The Insurance Exposure Problem
State and municipal deferred-compensation plans are at risk from the insurance-industry tumult. It's time for some due diligence.
Many months ago, when the gaping cracks in the banking system first attracted national attention, I received an e-mail from a small-town finance officer in California. She was asking about her city's 457 deferred compensation plan provider, which happened to be a major insurance company. At the time, I checked around and replied "not to worry" as long as it wasn't AIG, which was already skating on thin ice. Well, it turns out I was far too optimistic, as the market meltdown of the past eight months has now clobbered the capital base of the nation's leading life insurance companies. It's now time to revisit any insurance companies involved in your 457, 403(b) and 401(a) plans.
How we got here: When the governmental deferred-compensation industry first started in the 1970s, insurance companies stormed the market and grabbed the dominant market share. They had two competitive advantages. First, they could offer high-rate investment contracts as inflation was accelerating. Second, they had "hooks" on their contracts with deferred sales charges and punitive cancellation clauses on house products that were not well understood by public officials, and later regretted by some who bought them.

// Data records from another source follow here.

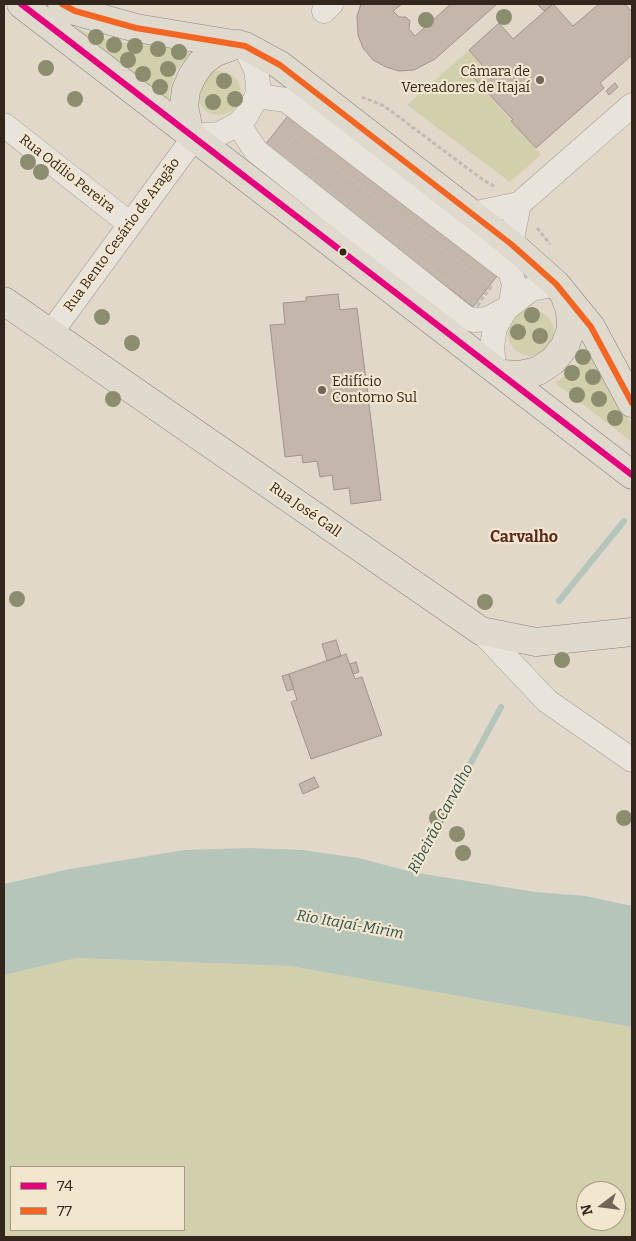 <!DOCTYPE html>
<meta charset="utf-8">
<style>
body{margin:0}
#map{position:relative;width:636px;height:1241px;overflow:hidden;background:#e1d8ca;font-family:Bitter,serif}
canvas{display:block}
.frame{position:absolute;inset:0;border:5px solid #33261c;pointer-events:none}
.legend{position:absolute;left:10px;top:1166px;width:175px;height:65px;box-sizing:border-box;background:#f3e6cf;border:1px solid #a69987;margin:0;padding:6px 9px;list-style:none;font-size:15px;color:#33261c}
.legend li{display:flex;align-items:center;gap:10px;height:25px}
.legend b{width:25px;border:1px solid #a69987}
.north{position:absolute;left:576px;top:1181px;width:50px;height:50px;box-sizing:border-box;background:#f3e6cf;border:1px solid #a69987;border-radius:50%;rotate:255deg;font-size:14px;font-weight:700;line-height:20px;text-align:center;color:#33261c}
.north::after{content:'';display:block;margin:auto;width:18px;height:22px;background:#706459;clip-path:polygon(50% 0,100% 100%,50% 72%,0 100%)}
</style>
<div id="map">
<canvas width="636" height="1241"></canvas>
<div class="frame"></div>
<ul class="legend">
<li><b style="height:6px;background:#e5007d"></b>74</li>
<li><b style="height:6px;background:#f26522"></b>77</li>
</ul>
<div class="north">N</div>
</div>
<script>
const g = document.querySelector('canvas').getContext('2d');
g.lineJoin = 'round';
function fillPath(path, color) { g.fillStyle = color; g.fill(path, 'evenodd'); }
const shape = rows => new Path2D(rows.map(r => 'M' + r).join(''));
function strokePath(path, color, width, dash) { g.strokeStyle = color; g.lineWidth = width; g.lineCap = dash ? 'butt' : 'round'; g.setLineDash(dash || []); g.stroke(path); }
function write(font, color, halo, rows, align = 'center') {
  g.font = font + ' Bitter,serif'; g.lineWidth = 4.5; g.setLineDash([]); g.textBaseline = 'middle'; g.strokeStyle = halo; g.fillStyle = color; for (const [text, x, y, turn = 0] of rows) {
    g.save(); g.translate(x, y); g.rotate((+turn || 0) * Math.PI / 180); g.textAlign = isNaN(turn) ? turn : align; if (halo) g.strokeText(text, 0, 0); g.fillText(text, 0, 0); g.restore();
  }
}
fillPath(shape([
 [54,16,89,34,121,43,185,47,189,49,190,55,176,70,169,93,170,109],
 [469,50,483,66,472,76,541,155,510,182,407,105],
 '197 93a22 22 0 1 1 44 0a22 22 0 1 1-44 0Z',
 '508 333a23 23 0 1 1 46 0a23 23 0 1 1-46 0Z',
 [591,350,614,395,632,425,632,442,555,383,584,362],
 [77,958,290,966,632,1027,632,1237,4,1237,4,975],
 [11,1167,184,1167,184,1230,11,1230],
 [586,1191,616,1191,616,1221,586,1221]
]), '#d2cfac');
fillPath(shape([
 [249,848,303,850,358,858,412,872,535,892,586,896,632,906,632,1027,290,966,77,958,4,975,4,884,70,869,184,850]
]), '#b5c5ba');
strokePath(shape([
 [559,601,624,521],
 [409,878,501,707]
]), '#b5c5ba', 6);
const building = shape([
 [361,4,402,4,393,11,399,17,406,17,410,21,409,29,415,36,451,4,497,4,435,59,414,70,399,71,386,67,373,60,363,48,358,35,357,16,361,4],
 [537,4,553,4,544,11,537,4],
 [553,4,573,26,599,4,625,4,632,12,632,55,600,83,604,88,536,148,511,121,513,120,472,76,483,66,469,50,499,23,513,39,553,4],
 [615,83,618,87,609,95,606,91,615,83],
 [291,112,500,272,473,307,264,146,291,112],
 [338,294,340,310,357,308,381,500,351,504,349,488,334,490,332,475,320,477,317,461,303,463,302,455,285,457,270,325,285,324,283,303,306,301,306,297,338,294],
 [336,640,341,656,327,661,322,644,336,640],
 [346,654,355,679,362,677,382,735,311,759,291,702,297,700,289,674,346,654],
 [356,662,359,672,353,674,350,664,356,662],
 [289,674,294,689,287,691,282,676,289,674],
 [314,777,319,787,303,794,299,784,314,777]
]);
fillPath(building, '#c4b6ab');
strokePath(building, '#a0948a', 1);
const minor = shape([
 [324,11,331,4],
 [257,96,286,100,510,271,514,284,511,303],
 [238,124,256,151,466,318,474,320,487,319,506,309],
 [4,125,130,224],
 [472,214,519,204,632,105],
 [511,244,519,204],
 [50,334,195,136,219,134,238,124,246,116,257,96,258,84,256,70,245,46],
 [494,368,492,347,495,327,506,309,531,289,556,284],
 [481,631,547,701,632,760]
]);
const major = shape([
 [21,4,632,475],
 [62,4,75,11,136,28,245,46,280,65,511,244,556,284,591,327,632,403],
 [189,131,184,106,186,90,192,76,201,63,214,53,238,44],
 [4,301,481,631,536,642,632,632],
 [502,374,520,375,538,371,553,361,565,346,571,329,570,310,564,294]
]);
strokePath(minor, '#a69d93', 25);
strokePath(major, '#8b837a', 29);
strokePath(shape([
 [362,97,384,106,482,179,495,187],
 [295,136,491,287,478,305,282,154,295,136],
 [537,228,550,244]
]), '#c2bbb2', 3, [4, 2.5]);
strokePath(minor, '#e9e4db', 24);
strokePath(major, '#e0d9cd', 28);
strokePath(shape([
 [21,4,632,475]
]), '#e5007d', 6);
strokePath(shape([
 [62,4,75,11,136,28,245,46,280,65,511,244,556,284,591,327,632,403]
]), '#f26522', 6);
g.fillStyle = '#8c8c6f';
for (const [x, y] of [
 [504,17],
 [426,20],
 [96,37],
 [114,45],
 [135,46],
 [158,49],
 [179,52],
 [128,60],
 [46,68],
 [168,69],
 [143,74],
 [224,81],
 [160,87],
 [75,99],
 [235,99],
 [213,102],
 [28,162],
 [41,172],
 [532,315],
 [102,317],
 [518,332],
 [540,336],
 [132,343],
 [583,357],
 [572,373],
 [593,377],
 [577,395],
 [113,399],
 [599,399],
 [615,418],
 [17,599],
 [485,602],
 [562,660],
 [437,818],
 [624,818],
 [457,834],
 [463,853]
]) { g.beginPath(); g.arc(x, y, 8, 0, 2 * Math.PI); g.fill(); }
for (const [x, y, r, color] of [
 [540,80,5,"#706459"],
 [343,252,4.5,"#33261c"],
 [322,390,5,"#706459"]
]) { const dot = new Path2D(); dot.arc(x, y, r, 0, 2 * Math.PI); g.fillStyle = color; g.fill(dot); strokePath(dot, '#f3e6cf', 2); }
write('14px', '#33261c', '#f3e6cf', [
 ["Câmara de",530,72],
 ["Vereadores de Itajaí",530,88],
 ["Edifício",332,382,"left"],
 ["Contorno Sul",332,398,"left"]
], 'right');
write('14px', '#33261c', '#f3e6cf', [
 ["Rua Odílio Pereira",67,174,38],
 ["Rua Bento Cesário de Aragão",122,235,-54],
 ["Rua José Gall",305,510,35]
]);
write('italic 15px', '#2c524d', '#f3e6cf', [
 ["Ribeirão Carvalho",441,819,-62],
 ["Rio Itajaí-Mirim",350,925,10]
]);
write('bold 16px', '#5d271e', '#f3e6cf', [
 ["Carvalho",524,538]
]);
</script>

Today, many state and local governments have major exposure to the insurance industry through their 457 plan, and schools districts are littered with them in their 403(b) plans. A good number of the companies have moved away from the 1980s-style investment contracts and focus today on efficient recordkeeping systems -- without pushing their proprietary products. But there are several others that still operate on the old business model. Bundled arrangements with house products are most common with smaller and less-sophisticated plans, which intensifies their risk exposure in times like now.
As a result, a significant number of 457 and 403(b) plans hold insurance company contracts with firms that were highlighted in a March 12 Wall Street Journal article (subscription required) that portrayed several prominent firms in the industry as potential candidates for bailouts, as well as others who were unnamed but may have similar, related problems. A quick look at the industry's stock market index, which lost about 80 percent of its value before the recent market rally, tells us that Wall Street investors have shunned these companies. Their stocks have performed as badly as banks'. That is a strong reason for public officials with exposure to these companies to take a harder look at the nature of their risks.
Investment risk. Some insurance companies write investment contracts in their 457 plans that are unsecured general account liabilities, not unlike a bond or bank CD but without federal deposit insurance. Some dedicate reserves for these accounts, but you have to verify that. Likewise, a handful of states may provide individual investors in these contracts with full or partial principal guarantees up to $100,000 per person, which should likewise be verified and documented. A few also offer separate accounts that may include various forms of collateral to protect investors' interests. The terms of these investment contracts are typically lengthy and written by the insurance companies' lawyers in the interests of the insurance company. Very few public agencies actually demand investor-friendly terms in these agreements, so the first place to start if you hold one of these contracts is to dig out the document and re-read it very carefully.
A related concern for some employers may be the variable annuities underwritten by a handful of companies that guarantee investors a minimum or floor rate of return. With stock prices falling by nearly 50 percent, the ability of the weaker firms to meet these obligations should be ascertained. If any of these practices were too widespread in the firm's overall book of business, it could destabilize the entire company, even if the contracts are written in other markets outside of 457 deferred compensation plans. Again, those with conservative underwriting practices are not a source of worry here.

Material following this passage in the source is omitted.